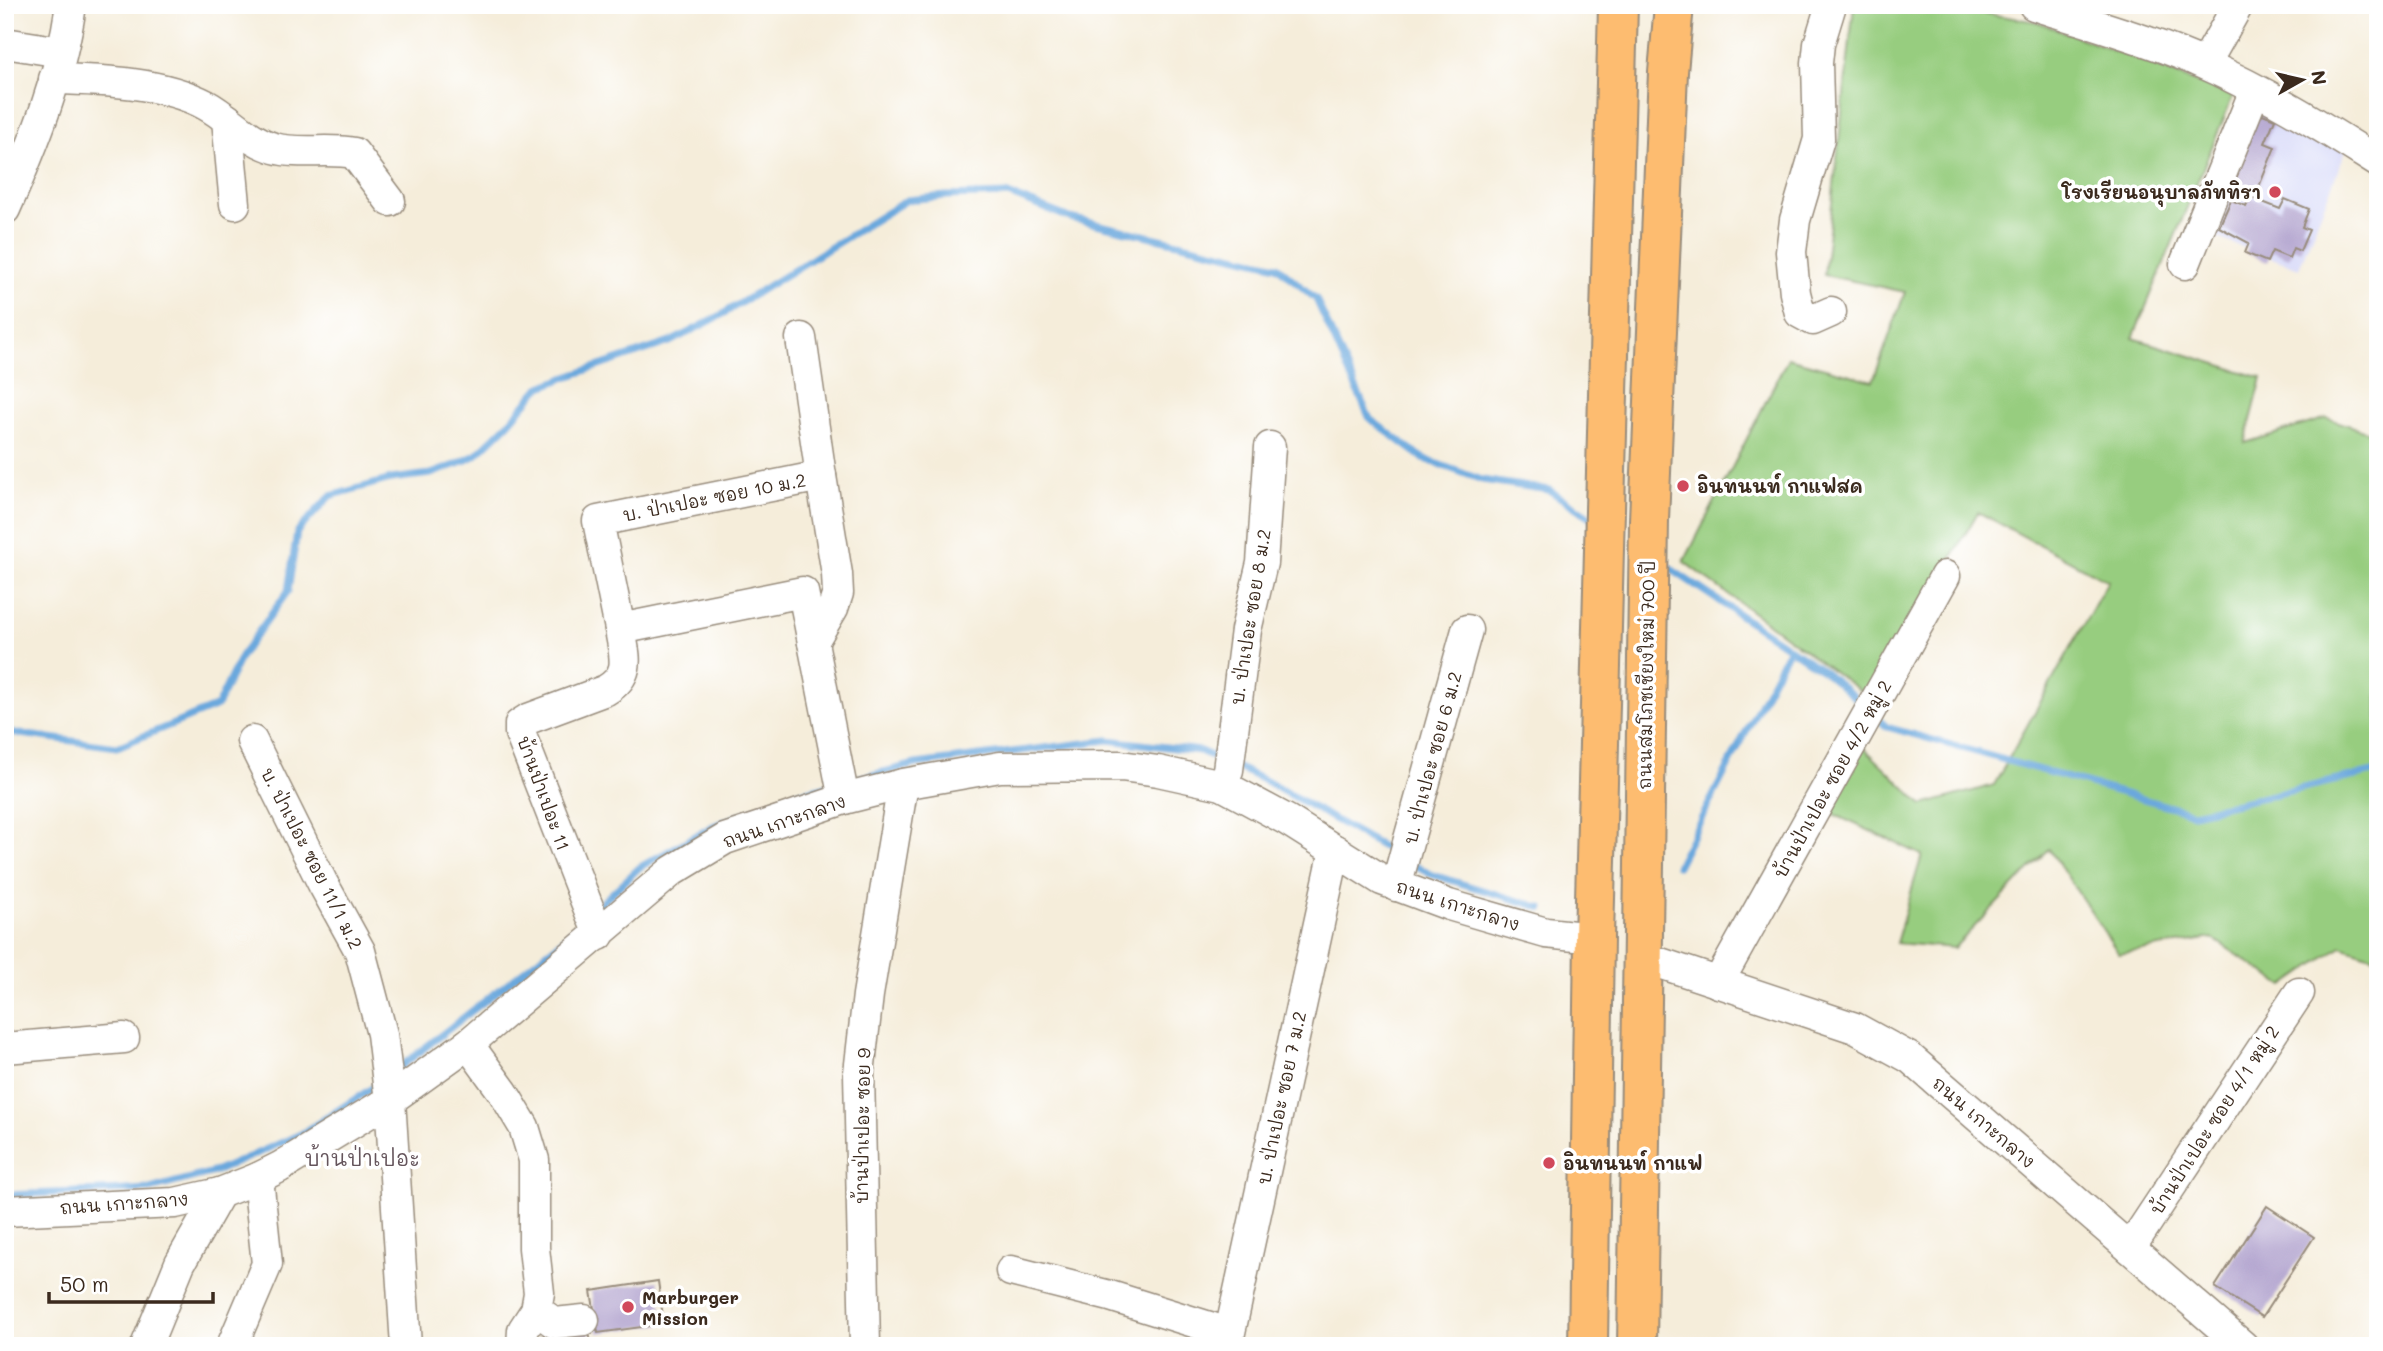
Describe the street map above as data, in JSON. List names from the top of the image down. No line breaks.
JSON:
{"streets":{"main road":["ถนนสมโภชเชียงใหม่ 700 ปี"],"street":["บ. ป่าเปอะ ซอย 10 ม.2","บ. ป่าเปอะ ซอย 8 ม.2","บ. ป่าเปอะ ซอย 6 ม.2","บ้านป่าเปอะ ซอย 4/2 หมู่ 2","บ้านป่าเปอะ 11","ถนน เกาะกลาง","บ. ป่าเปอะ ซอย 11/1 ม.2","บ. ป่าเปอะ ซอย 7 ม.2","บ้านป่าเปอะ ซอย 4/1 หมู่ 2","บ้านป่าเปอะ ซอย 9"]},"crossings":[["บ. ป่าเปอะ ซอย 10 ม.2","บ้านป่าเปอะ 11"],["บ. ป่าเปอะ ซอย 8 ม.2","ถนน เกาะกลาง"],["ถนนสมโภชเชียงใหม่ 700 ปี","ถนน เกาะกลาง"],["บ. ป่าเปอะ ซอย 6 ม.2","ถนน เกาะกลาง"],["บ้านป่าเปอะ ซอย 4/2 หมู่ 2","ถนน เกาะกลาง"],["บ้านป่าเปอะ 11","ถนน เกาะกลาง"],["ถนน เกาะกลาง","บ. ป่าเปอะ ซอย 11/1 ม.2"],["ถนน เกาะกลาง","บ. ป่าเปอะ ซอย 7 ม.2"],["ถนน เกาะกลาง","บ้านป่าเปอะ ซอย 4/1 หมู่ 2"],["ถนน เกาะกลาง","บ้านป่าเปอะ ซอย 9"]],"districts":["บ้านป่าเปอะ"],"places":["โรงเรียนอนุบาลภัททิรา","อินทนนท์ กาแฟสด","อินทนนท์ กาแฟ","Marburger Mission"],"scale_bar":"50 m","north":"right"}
■ ■ ■ ■ ■ ■ ■
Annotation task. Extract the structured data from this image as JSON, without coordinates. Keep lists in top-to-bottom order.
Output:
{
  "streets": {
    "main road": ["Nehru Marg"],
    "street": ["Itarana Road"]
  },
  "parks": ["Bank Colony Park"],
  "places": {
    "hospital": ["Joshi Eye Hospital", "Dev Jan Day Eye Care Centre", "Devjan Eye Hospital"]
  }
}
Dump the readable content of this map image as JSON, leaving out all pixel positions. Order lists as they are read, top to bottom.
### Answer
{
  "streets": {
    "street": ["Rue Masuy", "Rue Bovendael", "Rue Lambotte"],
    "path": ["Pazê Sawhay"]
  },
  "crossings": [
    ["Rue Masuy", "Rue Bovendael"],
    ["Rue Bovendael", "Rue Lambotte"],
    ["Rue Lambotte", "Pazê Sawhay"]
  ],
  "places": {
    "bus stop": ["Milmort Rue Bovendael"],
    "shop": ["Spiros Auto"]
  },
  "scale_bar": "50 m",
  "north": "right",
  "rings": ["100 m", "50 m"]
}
■ ■ ■ ■ ■ ■ ■
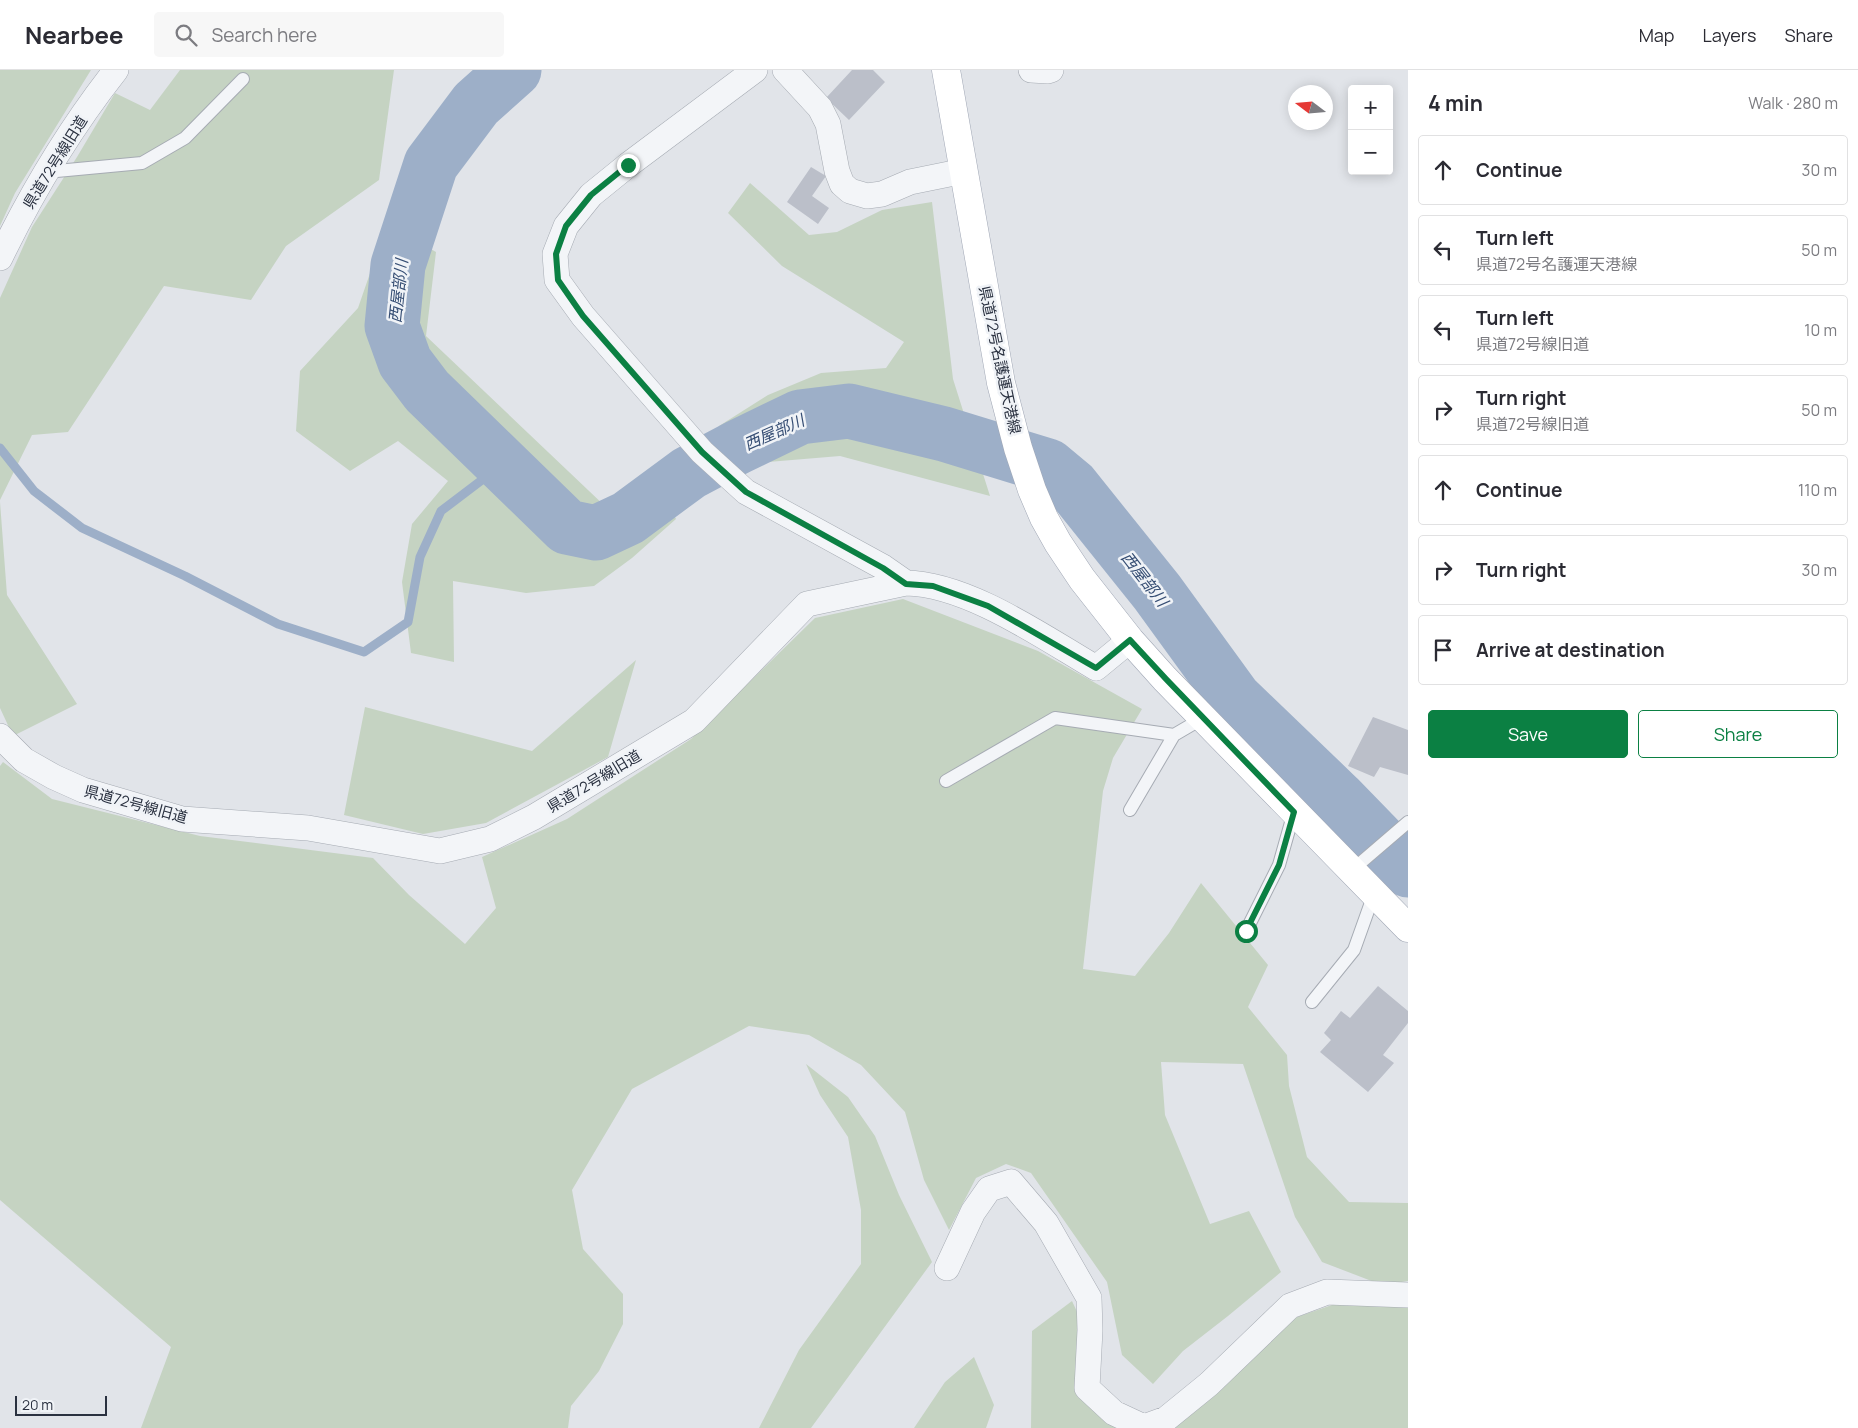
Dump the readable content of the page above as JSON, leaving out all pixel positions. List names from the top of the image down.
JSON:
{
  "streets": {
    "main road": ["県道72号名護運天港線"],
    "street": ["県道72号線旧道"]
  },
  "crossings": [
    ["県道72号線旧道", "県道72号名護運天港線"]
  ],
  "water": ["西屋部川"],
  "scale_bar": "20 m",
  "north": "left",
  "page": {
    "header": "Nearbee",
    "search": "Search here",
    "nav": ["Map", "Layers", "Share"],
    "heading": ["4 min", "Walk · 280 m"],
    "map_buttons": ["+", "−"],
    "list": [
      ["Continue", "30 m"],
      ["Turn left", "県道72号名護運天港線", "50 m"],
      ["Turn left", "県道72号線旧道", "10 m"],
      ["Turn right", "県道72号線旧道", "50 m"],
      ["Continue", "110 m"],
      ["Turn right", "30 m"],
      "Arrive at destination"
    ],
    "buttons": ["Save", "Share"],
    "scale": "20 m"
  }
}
■ ■ ■ ■ ■ ■ ■
| Task brief |
From the listing above, copy all lines holding the word "readable".

| Output below |
Dump the readable content of this map image as JSON, leaving out all pixel positions. Order lists as they are read, top to bottom.
Dump the readable content of the page above as JSON, leaving out all pixel positions. List names from the top of the image down.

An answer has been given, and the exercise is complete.